■ DATASET RECORDS ■

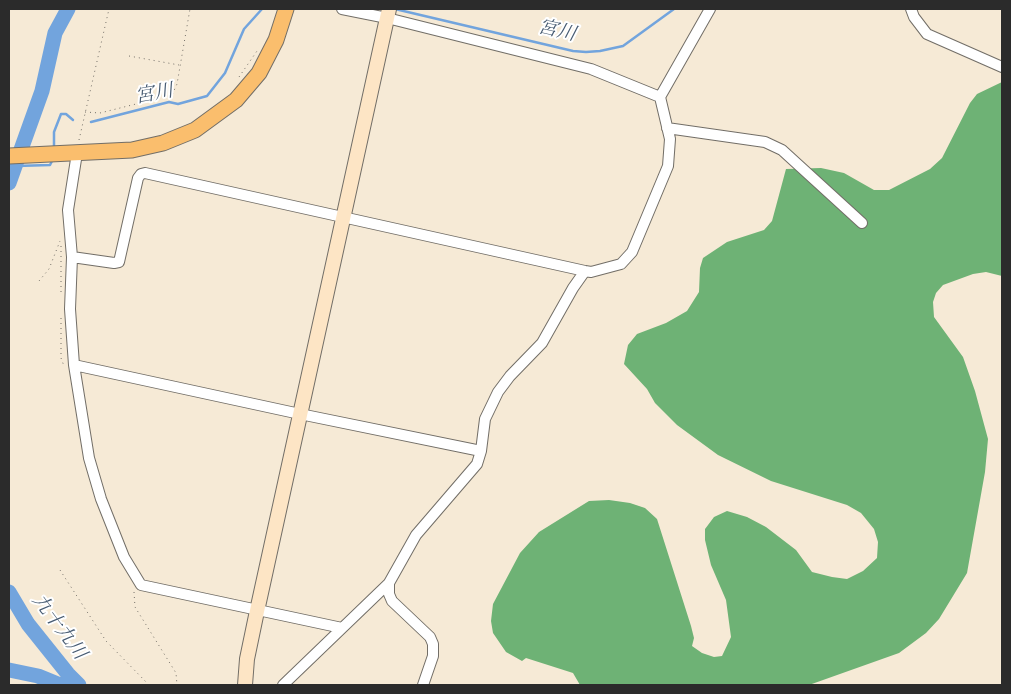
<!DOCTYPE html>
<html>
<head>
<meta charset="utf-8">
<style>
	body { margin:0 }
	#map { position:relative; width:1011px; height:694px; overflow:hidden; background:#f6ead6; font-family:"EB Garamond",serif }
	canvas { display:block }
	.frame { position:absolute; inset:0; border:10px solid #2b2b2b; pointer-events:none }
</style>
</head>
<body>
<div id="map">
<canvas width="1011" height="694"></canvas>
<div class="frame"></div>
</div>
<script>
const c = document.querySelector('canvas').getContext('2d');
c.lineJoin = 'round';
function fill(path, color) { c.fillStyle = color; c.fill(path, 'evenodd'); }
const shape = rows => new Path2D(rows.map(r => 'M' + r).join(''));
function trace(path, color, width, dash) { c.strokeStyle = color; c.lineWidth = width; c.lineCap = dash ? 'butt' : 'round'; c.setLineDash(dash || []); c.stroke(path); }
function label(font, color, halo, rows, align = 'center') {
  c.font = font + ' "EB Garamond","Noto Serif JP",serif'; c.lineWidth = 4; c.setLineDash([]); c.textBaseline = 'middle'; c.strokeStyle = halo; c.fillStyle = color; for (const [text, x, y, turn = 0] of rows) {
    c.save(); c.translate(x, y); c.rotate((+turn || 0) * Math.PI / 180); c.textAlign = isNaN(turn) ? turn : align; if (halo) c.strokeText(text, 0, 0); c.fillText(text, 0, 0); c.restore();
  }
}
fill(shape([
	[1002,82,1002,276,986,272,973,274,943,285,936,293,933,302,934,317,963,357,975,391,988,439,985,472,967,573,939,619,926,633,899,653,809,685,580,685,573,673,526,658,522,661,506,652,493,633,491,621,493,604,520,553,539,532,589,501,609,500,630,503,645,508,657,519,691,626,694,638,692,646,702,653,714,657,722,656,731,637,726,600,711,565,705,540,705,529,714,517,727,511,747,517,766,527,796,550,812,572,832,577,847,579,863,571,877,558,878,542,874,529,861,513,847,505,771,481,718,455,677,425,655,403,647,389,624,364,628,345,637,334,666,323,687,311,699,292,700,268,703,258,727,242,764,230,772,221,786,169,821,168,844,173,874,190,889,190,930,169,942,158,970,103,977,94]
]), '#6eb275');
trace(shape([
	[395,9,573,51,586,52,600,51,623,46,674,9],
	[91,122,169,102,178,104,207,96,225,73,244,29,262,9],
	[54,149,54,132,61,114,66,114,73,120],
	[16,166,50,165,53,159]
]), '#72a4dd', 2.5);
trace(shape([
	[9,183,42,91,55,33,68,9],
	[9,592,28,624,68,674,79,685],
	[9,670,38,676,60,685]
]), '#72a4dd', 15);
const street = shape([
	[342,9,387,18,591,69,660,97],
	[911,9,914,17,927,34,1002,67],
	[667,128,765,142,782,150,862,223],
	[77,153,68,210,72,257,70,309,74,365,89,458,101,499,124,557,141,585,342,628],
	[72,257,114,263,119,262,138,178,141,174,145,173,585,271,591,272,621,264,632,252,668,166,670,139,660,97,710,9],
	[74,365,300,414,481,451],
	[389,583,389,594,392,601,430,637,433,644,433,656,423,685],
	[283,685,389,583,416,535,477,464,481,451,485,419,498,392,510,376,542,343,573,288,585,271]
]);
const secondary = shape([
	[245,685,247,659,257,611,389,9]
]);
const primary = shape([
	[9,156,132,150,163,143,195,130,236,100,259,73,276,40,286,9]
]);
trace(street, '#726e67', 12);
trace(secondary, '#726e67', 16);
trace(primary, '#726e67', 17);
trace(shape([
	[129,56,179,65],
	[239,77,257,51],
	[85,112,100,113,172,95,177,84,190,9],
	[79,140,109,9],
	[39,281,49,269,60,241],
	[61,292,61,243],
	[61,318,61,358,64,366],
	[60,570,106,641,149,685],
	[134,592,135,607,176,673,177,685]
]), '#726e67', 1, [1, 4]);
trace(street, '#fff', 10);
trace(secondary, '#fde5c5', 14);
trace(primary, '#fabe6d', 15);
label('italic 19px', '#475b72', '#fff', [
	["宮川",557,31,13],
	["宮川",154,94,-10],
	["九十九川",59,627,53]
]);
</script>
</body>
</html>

■ WHAT NEEDS TO BE DONE ■
Write out an exact copy of the listing, first line through the line containing "function label(font, color, halo, rows, align", with the pictures left out.

■ THE COMPLETED TASK ■
<!DOCTYPE html>
<html>
<head>
<meta charset="utf-8">
<style>
	body { margin:0 }
	#map { position:relative; width:1011px; height:694px; overflow:hidden; background:#f6ead6; font-family:"EB Garamond",serif }
	canvas { display:block }
	.frame { position:absolute; inset:0; border:10px solid #2b2b2b; pointer-events:none }
</style>
</head>
<body>
<div id="map">
<canvas width="1011" height="694"></canvas>
<div class="frame"></div>
</div>
<script>
const c = document.querySelector('canvas').getContext('2d');
c.lineJoin = 'round';
function fill(path, color) { c.fillStyle = color; c.fill(path, 'evenodd'); }
const shape = rows => new Path2D(rows.map(r => 'M' + r).join(''));
function trace(path, color, width, dash) { c.strokeStyle = color; c.lineWidth = width; c.lineCap = dash ? 'butt' : 'round'; c.setLineDash(dash || []); c.stroke(path); }
function label(font, color, halo, rows, align = 'center') {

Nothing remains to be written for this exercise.